Among falsifiers in Subgroup 2 in the treatment group, we identified three distinct answer patterns (see Figure A.6 for details). First, 7% of falsifiers (Class 6 of Figure A.6) mimicked true supporters in Question 1 by agreeing that it is always correct to follow the government, yet they expressed distrust in government agencies’ information on corruption issues (Question 5). Their skepticism is similar to that of the non-supporters in the control group (especially Subgroup 2 in Figure A.5), with their distrust intensifying after observing Chen Liangyu’s corruption scandal. These respondents also stated that there is a serious conflict between cadres and people in China (Question 8).
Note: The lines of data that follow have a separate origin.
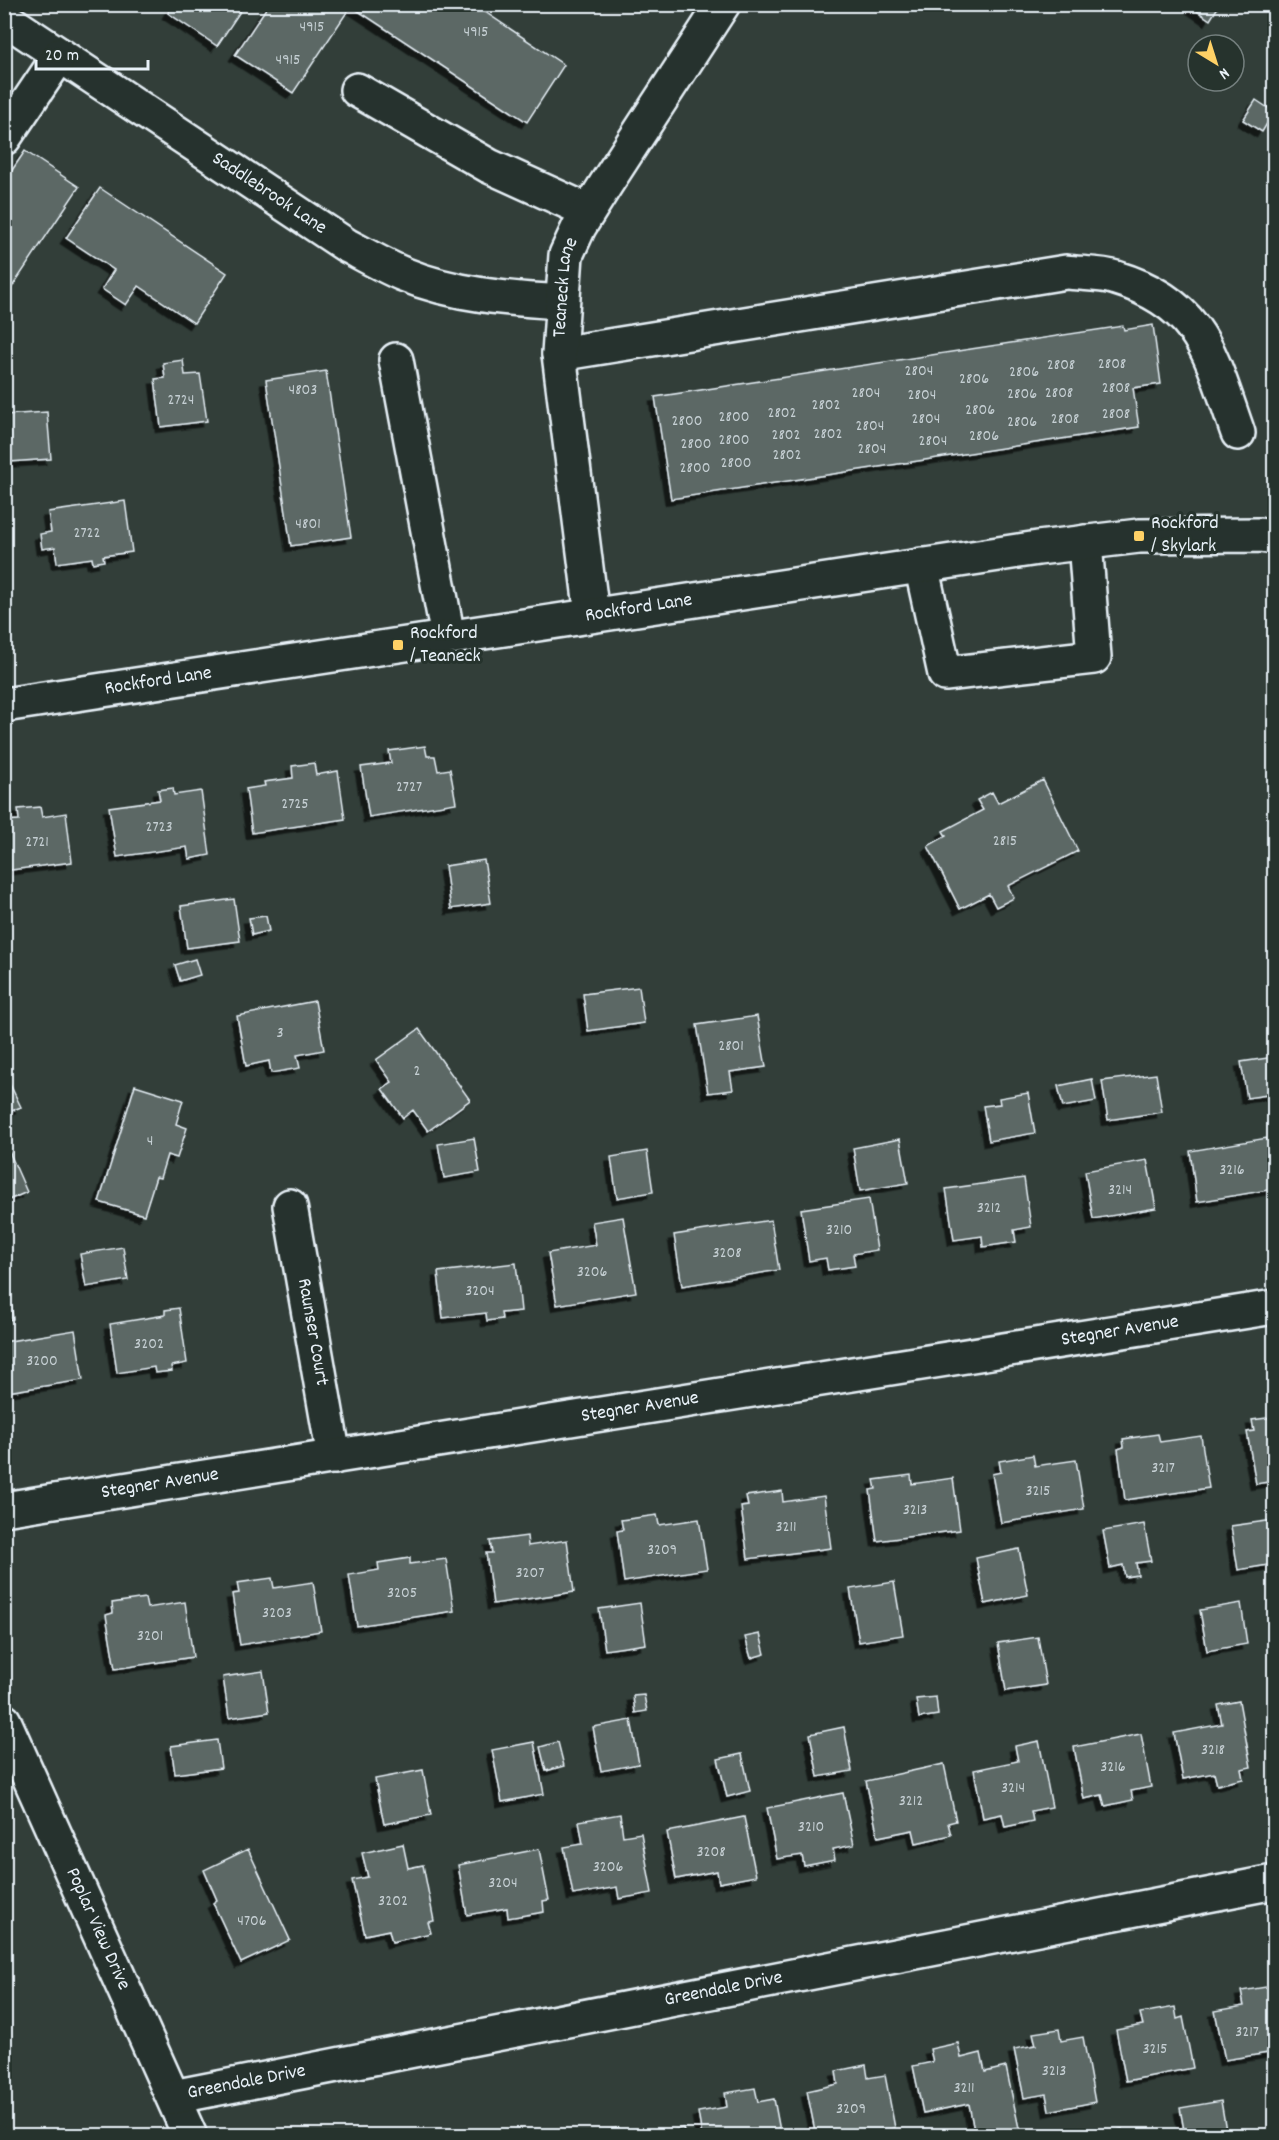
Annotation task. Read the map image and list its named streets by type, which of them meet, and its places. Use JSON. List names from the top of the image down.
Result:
{
  "streets": {
    "street": [
      "Saddlebrook Lane",
      "Teaneck Lane",
      "Rockford Lane",
      "Raunser Court",
      "Stegner Avenue",
      "Poplar View Drive",
      "Greendale Drive"
    ]
  },
  "crossings": [
    ["Saddlebrook Lane", "Teaneck Lane"],
    ["Teaneck Lane", "Rockford Lane"],
    ["Raunser Court", "Stegner Avenue"],
    ["Poplar View Drive", "Greendale Drive"]
  ],
  "places": {
    "transit": ["Rockford / Skylark", "Rockford / Teaneck"]
  },
  "house_numbers": [
    "4915",
    "4915",
    "4915",
    "2808",
    "2808",
    "2804",
    "2806",
    "2806",
    "2808",
    "4803",
    "2804",
    "2808",
    "2806",
    "2804",
    "2724",
    "2802",
    "2806",
    "2802",
    "2808",
    "2800",
    "2804",
    "2808",
    "2800",
    "2806",
    "2804",
    "2802",
    "2802",
    "2806",
    "2800",
    "2804",
    "2800",
    "2804",
    "2802",
    "2800",
    "2800",
    "4801",
    "2722",
    "2727",
    "2725",
    "2723",
    "2815",
    "2721",
    "3",
    "2801",
    "2",
    "4",
    "3216",
    "3214",
    "3212",
    "3210",
    "3208",
    "3206",
    "3204",
    "3202",
    "3200",
    "3217",
    "3215",
    "3213",
    "3211",
    "3209",
    "3207",
    "3205",
    "3203",
    "3201",
    "3218",
    "3216",
    "3214",
    "3212",
    "3210",
    "3208",
    "3206",
    "3204",
    "3202",
    "4706",
    "3217",
    "3215",
    "3213",
    "3211",
    "3209"
  ],
  "scale_bar": "20 m",
  "north": "bottom right"
}
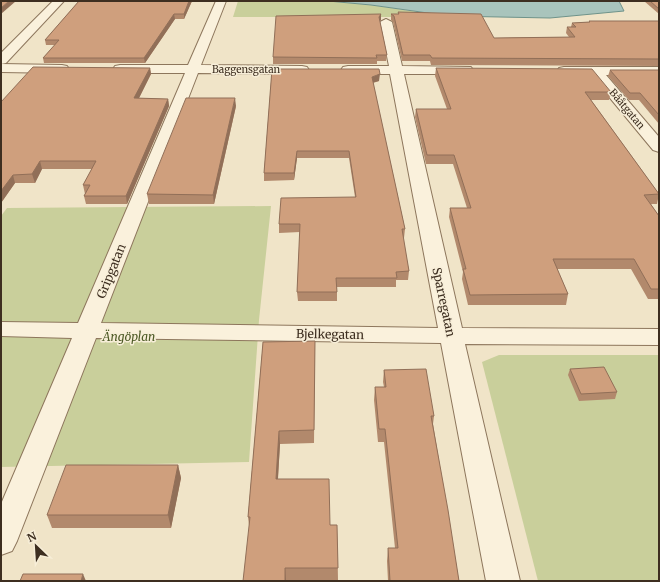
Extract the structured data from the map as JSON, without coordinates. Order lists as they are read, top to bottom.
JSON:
{
  "streets": {
    "street": [
      "Baggensgatan",
      "Bååtgatan",
      "Gripgatan",
      "Sparregatan",
      "Bjelkegatan"
    ]
  },
  "crossings": [
    ["Baggensgatan", "Gripgatan"],
    ["Gripgatan", "Bjelkegatan"],
    ["Sparregatan", "Bjelkegatan"]
  ],
  "parks": ["Ängöplan"],
  "north": "top left"
}
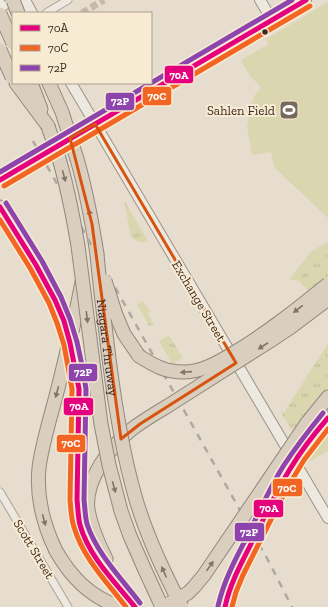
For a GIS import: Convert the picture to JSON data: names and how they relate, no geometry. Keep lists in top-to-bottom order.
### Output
{
  "streets": {
    "highway": ["Niagara Thruway"],
    "street": ["Exchange Street", "Scott Street"]
  },
  "places": {
    "sports": ["Sahlen Field"]
  },
  "lines": ["transit line 70A", "transit line 72P", "transit line 70C"],
  "legend": ["70A", "70C", "72P"]
}
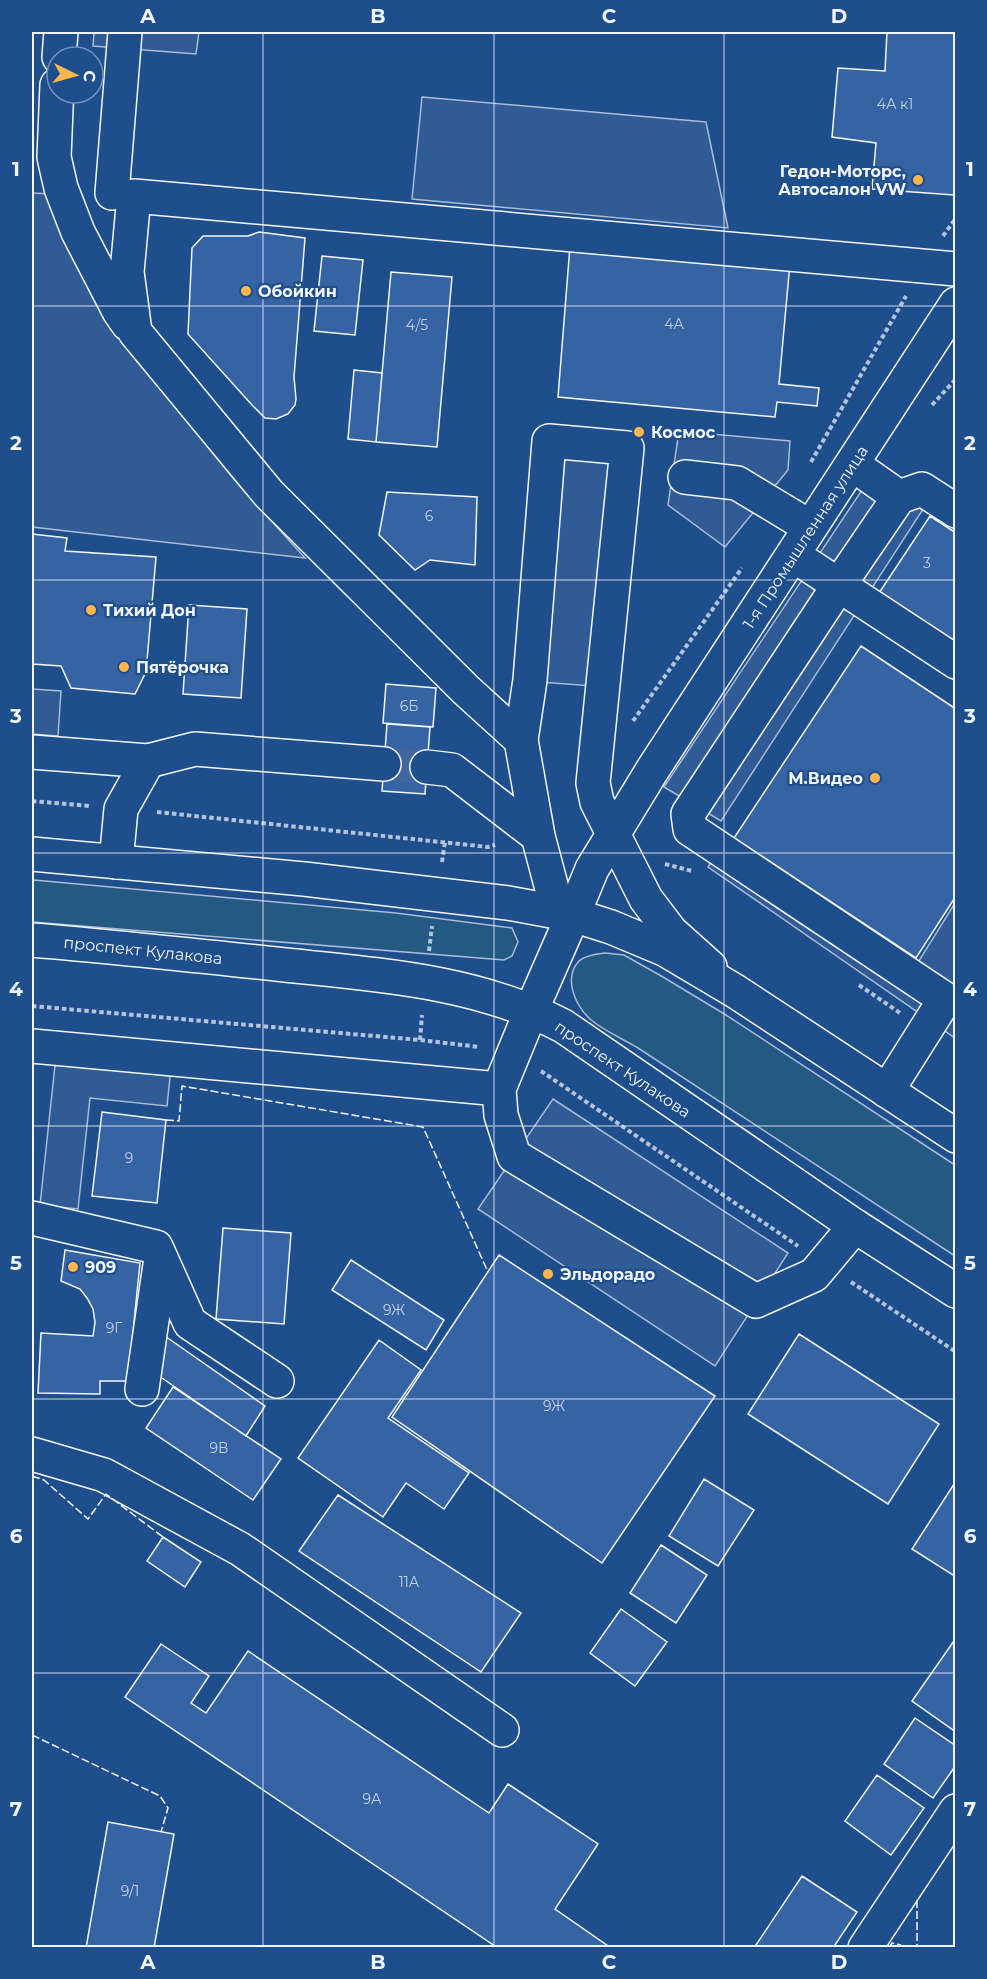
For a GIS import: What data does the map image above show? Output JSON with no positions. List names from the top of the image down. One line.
{"streets":{"main road":["1-я Промышленная улица","проспект Кулакова"]},"crossings":[["1-я Промышленная улица","проспект Кулакова"]],"places":["Гедон-Моторс, Автосалон VW","Обойкин","Космос","Тихий Дон","Пятёрочка","М.Видео","909","Эльдорадо"],"house_numbers":["4А к1","4А","4/5","6","3","6Б","9","9Ж","9Г","9Ж","9В","11А","9А","9/1"],"north":"right","grid":{"columns":["A","B","C","D"],"rows":["1","2","3","4","5","6","7"]}}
However, this question may not effectively distinguish true supporters from non-supporters because, in the control group, supporters and non-supporters provided similar answers to this question. This is likely because the question is observational (e.g., “Do you see a conflict?”) rather than evaluative (e.g., “Do you have a conflict?”), allowing both supporters and non-supporters to respond similarly without revealing their subjective assessment of the situation.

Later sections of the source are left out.